Check out the filing here on page 19 to see more on how misunderstandings and missed reports helped sink the deal.

Spain project no better than Oregon deal

Unfortunately, the original 2006 Spain project is also dead in the water.

Company filings say the 40 kilowatt buoy was tested and quickly removed from the water because of problems with the power-take-off and control systems.

Filings track the basic problem back to OPTT’s ticking heart: The power buoy simply could not perform.

Unfortunately, a recent company filing ominously warns that plans to improve the buoy system may be abandoned if they can’t scrape up external funding.

The company failed to meet its 3-year deadline to deploy the first buoy and connect nine other buoys off the coast of Spain, according to filings. Further damaged by partnership issues, OPTT scaled back the project into a simple single-buoy demonstration

Investors must consider these dead projects and decimated upgrades amid the choppy waters already churning around the Australian project.

Absent a miracle, the Australian project is dead, too.

Issue Number 4: “Completed project” powers only 3 light bulbs

Investors also should not be deceived by projects listed on the company website as “Completed Projects.” Much as we want to believe otherwise, these are not commercially viable.

The most interesting “completed project” in Hawaii has earned US Navy funding and the Marine Corps’ blessing. But even it is simply a test site, connected to the power grid only “to evaluate technical and economic feasibility of commercial scale wave energy systems from multiple suppliers.” The Navy’s press releases says the goal is to eventually make the Marine Corps Base Hawaii energy self-sustaining.

Here’s the kicker. The buoy generated about 3 to 4 kilowatts. That would power the grand total of three light bulbs left on all day.

Even though OPTT later upgraded the system to 40 kilowatts capacity, that still isn’t proving its wave power can become a commercial success.

Issue Number 5: Where is everybody going?

After the March 24 bell, the company filed notice with the SEC that the chairman of the board, George Taylor, is stepping aside. Though he’ll remain on the board and as a consultant, his retirement as chairman and an OPTT employee is “effective immediately” in fact retroactive to March 18. 

The electrical engineer who co-founded the company in 1984, has been a big defender of the Australian project.

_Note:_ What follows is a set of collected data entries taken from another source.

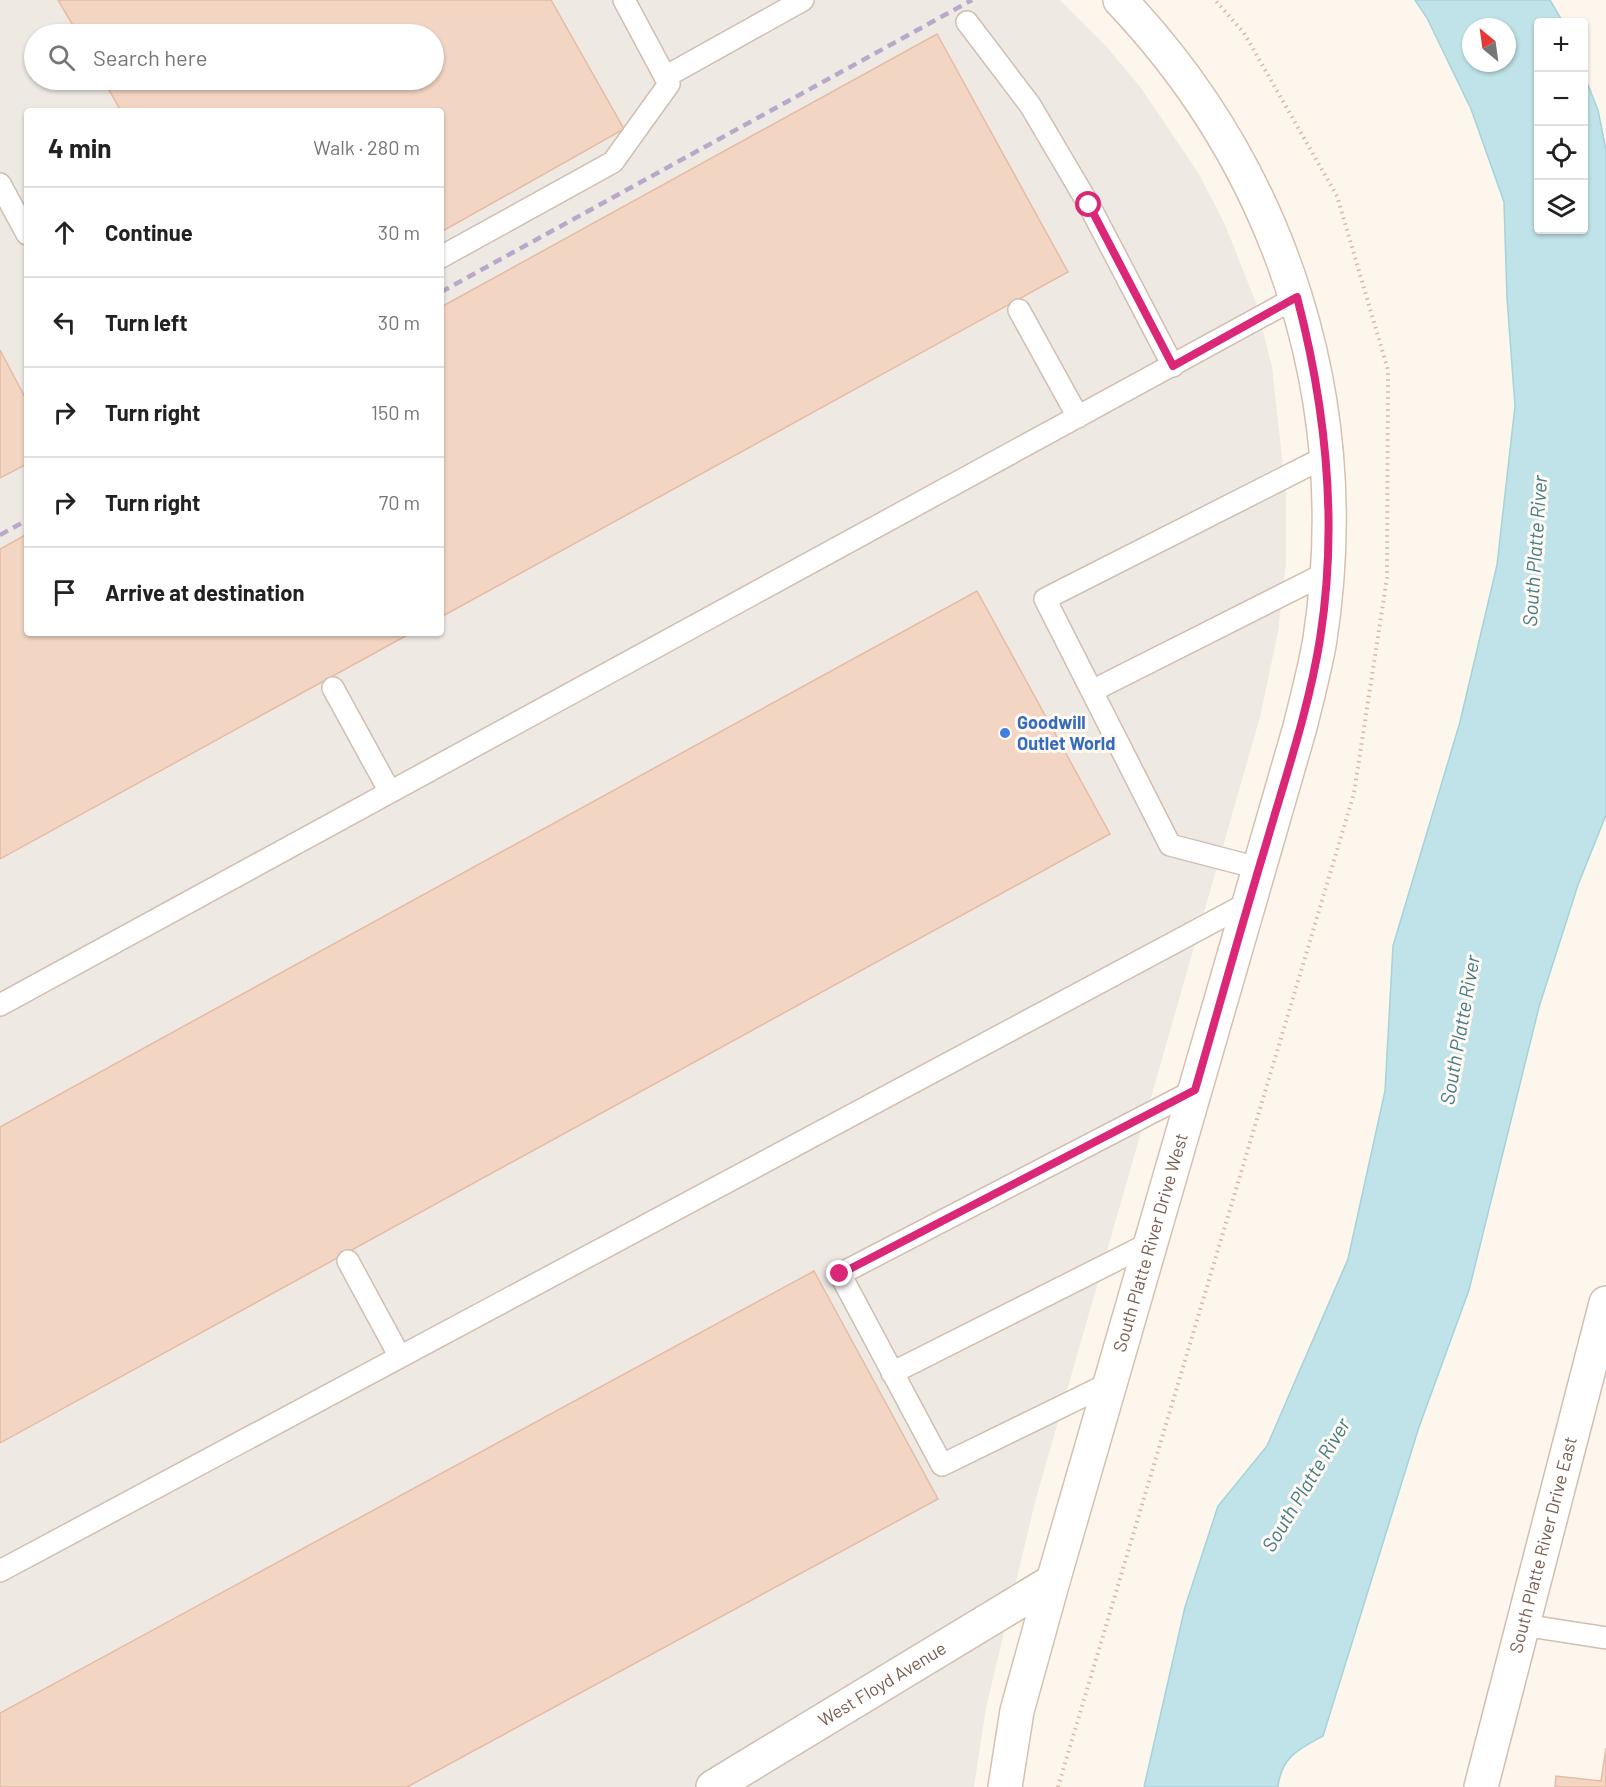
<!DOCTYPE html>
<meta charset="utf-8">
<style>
:root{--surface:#fff;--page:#f2f2f2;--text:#222;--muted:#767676;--line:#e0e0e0}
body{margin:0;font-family:Barlow,sans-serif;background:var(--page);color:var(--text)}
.controls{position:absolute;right:18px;top:18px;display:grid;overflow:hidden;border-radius:6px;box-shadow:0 2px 4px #0004}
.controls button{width:54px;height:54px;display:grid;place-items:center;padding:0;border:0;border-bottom:2px solid var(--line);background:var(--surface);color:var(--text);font:30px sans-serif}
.compass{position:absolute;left:1462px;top:18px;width:54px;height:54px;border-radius:50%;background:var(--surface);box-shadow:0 2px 4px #0004;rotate:331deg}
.stop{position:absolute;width:18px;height:18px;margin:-14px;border:4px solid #db2777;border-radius:50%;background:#fff}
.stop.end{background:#db2777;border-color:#fff;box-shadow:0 2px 6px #0008}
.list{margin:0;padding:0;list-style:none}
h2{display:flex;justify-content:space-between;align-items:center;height:78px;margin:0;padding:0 24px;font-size:26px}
h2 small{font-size:20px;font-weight:400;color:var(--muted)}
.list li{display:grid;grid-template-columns:39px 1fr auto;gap:18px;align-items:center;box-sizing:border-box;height:90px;padding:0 24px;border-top:2px solid var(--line)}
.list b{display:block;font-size:22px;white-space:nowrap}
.list em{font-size:20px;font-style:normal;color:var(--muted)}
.icon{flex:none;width:33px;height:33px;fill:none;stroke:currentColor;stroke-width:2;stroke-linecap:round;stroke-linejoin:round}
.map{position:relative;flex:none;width:1606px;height:1787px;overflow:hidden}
.search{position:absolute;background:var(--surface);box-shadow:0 2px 4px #0004;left:24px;top:24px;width:420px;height:66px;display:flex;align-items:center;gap:15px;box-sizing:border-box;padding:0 21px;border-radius:33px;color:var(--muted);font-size:22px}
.panel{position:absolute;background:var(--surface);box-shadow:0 2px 4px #0004;left:24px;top:108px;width:420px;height:528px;border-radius:6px}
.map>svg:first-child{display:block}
.industrial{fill:#efe9e4;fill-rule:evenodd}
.water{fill:#bfe3e8;stroke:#a5d3da;stroke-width:1.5;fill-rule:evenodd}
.building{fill:#f3d5c3;stroke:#e6bba3;stroke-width:1.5}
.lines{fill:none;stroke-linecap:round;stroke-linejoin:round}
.lane-casing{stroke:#d1beb0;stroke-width:24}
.street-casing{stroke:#d1beb0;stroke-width:36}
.secondary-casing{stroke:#d6c0b0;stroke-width:36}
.path{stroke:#d9b8a5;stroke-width:4;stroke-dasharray:1.5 4.5;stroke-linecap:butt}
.lane{stroke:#fff;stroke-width:21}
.street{stroke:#fff;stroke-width:33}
.secondary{stroke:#fff;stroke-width:33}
.rail{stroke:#b9a8c9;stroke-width:4.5;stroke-dasharray:9 6;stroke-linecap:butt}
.route{stroke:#db2777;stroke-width:8}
.shop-dot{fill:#3f7fe0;stroke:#fffaf3;stroke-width:2}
.labels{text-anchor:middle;stroke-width:6;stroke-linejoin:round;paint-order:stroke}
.shop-label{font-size:18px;font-weight:bold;fill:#366cbe;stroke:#fffaf3;text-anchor:start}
.street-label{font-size:18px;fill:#7a5c4d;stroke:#fffaf3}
.water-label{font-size:20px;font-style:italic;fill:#437c86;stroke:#fffaf3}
</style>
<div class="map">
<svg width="1606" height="1787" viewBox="0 0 1606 1787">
<rect width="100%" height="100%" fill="#fdf6ec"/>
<path class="industrial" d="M0,0h1060l47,47 34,41 58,86 27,53 30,76 16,64 14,127v69l-8,69 -18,85 -225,785 -49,206 -12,79h-974zM34,34h400v46h-400zM27,111h414v522h-414z"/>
<path class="water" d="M1415,0h135l13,22h-25v208h46v-155l14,35 8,40v665l-28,70 -39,122 -70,283 -50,137 -96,309c-24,13 -42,21 -45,51h-134l41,-180 33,-101 49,-60 81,-187 37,-168 8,-145 67,-224 37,-157 18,-159 -8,-108 -3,-96 -33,-93 -44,-91zM1471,27h36v36h-36z"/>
<path class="building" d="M58,0h493l73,129 -183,103v-121h-320l-18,-31h331v-46h-356z
M937,34l131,238 -627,345v-310z
M0,350l27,51v63l-27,14z
M27,534v99h384l-411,226v-310z
M977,591l133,243 -1110,609v-316z
M814,1271l124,228 -531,288h-407v-74z
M1606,1748v39h-51l1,-11 45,5z"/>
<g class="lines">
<defs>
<path id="lane" d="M967,22l63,83 59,100 84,161
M665,77l138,-77
M0,184l27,50
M441,257l172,-95 56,-78 -45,-84
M1019,310l59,107
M333,688l57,104
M1092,691l234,-118
M1258,868l-88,-23 -125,-246 280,-142
M0,1005l1297,-708
M348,1261l52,96
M892,1373l260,-131
M1112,1382l-170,83 -102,-191 355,-184
M0,1571l1248,-668
M1523,1625l83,13"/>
<g id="street">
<path id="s1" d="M713,1787l340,-206"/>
<path id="s2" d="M1481,1787l125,-484"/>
</g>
<g id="secondary">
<path id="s3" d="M1005,1787l12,-76 36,-130 247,-854c7,-29 15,-58 20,-88 36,-236 -36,-466 -200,-639"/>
</g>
</defs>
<use href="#lane" class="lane-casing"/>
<use href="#street" class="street-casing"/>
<use href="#secondary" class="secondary-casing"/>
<path class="path" d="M1058,1787l296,-994 33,-215 1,-208 -51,-174 -93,-163 -29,-33"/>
<use href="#lane" class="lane"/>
<use href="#street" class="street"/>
<use href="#secondary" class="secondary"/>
<path class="rail" d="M441,292l531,-292
M0,535l27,-15"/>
</g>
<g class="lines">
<path class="route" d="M840,1274l355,-184c24,-83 47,-166 72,-249 19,-66 42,-133 53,-202 18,-114 6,-231 -23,-342l-124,69 -84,-161"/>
</g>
<circle class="shop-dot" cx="1005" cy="733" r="6"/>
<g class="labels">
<g class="shop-label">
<text x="1017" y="729">Goodwill<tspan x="1017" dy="21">Outlet World</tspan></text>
</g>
<g class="street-label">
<text dy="6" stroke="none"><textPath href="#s3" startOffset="564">South Platte River Drive West</textPath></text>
<text dy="6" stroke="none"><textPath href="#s2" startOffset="250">South Platte River Drive East</textPath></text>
<text dy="6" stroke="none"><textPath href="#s1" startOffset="198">West Floyd Avenue</textPath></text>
</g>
<g class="water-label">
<text transform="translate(1535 551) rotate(-86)" y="7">South Platte River</text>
<text transform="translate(1460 1030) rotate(-80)" y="7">South Platte River</text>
<text transform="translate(1306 1485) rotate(-59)" y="7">South Platte River</text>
</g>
</g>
</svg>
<div class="controls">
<button>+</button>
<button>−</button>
<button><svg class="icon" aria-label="locate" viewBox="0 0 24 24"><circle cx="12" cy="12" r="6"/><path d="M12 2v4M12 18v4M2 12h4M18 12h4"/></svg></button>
<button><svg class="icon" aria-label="layers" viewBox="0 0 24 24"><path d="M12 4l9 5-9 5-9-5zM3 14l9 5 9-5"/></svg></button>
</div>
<svg class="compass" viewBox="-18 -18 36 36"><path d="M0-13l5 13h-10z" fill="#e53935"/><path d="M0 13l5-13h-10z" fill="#767676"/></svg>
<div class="stop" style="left:1089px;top:205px"></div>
<div class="stop end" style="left:840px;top:1274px"></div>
<div class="search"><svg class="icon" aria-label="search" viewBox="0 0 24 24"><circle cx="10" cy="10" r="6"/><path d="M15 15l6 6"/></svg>Search here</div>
<section class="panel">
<h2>4 min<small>Walk · 280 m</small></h2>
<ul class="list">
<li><svg class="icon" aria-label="ahead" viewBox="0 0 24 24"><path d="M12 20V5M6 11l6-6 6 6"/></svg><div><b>Continue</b></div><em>30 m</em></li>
<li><svg class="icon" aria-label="left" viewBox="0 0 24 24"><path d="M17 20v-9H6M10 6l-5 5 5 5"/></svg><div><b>Turn left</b></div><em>30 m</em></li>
<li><svg class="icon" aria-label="right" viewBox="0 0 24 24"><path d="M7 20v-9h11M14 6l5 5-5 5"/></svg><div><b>Turn right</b></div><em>150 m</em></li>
<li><svg class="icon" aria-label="right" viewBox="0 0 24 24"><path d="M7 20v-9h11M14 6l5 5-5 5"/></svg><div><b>Turn right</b></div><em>70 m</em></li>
<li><svg class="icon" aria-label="arrive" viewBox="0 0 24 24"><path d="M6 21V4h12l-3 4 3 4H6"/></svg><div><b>Arrive at destination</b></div></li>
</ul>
</section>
</div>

“We see this as a great opportunity to prove a large demonstration program which will really satisfy the naysayers that this (wave power) is indeed a true competitor,” he said in January 2012 of the Australian project.

The founder’s unfortunate departure follows the recent resignation of another key manager. Brian Posner left his post as chief financial officer in August 2013.

One wonders what’s behind the sudden departure of both the chief financial officer and the founder. If key OPTT folks are jumping ship, what does that say about the direction of the Australian project and the company itself?

Conclusion

We’d like to see a company surf the ocean wave power technology into commercialization. But, in our opinion, this company can’t do it.

The projects are dead or mired in delays; the company’s caught in a vicious cycle of unproven, un-fundable technology; the star Australia project is seriously jeopardized by insufficient money and the critical absence of a power purchase agreement; the company shows a sleazy aptitude for using regurgitated news to pop the stock price; and the lack of capital is unlikely to be improved because investors are not buying the company’s pipedream.

All in all, we believe the OPTT technology – even the entire OPTT plan – offers investors nothing but an ocean full of misfortune.

Disclosure: The owners of TheStreetSweeper hold a short position in OPTT and stand to profit on any future declines in the stock price. Editor's Note: As a matter of policy, TheStreetSweeper prohibits members of its editorial team from taking financial positions in the companies that they cover.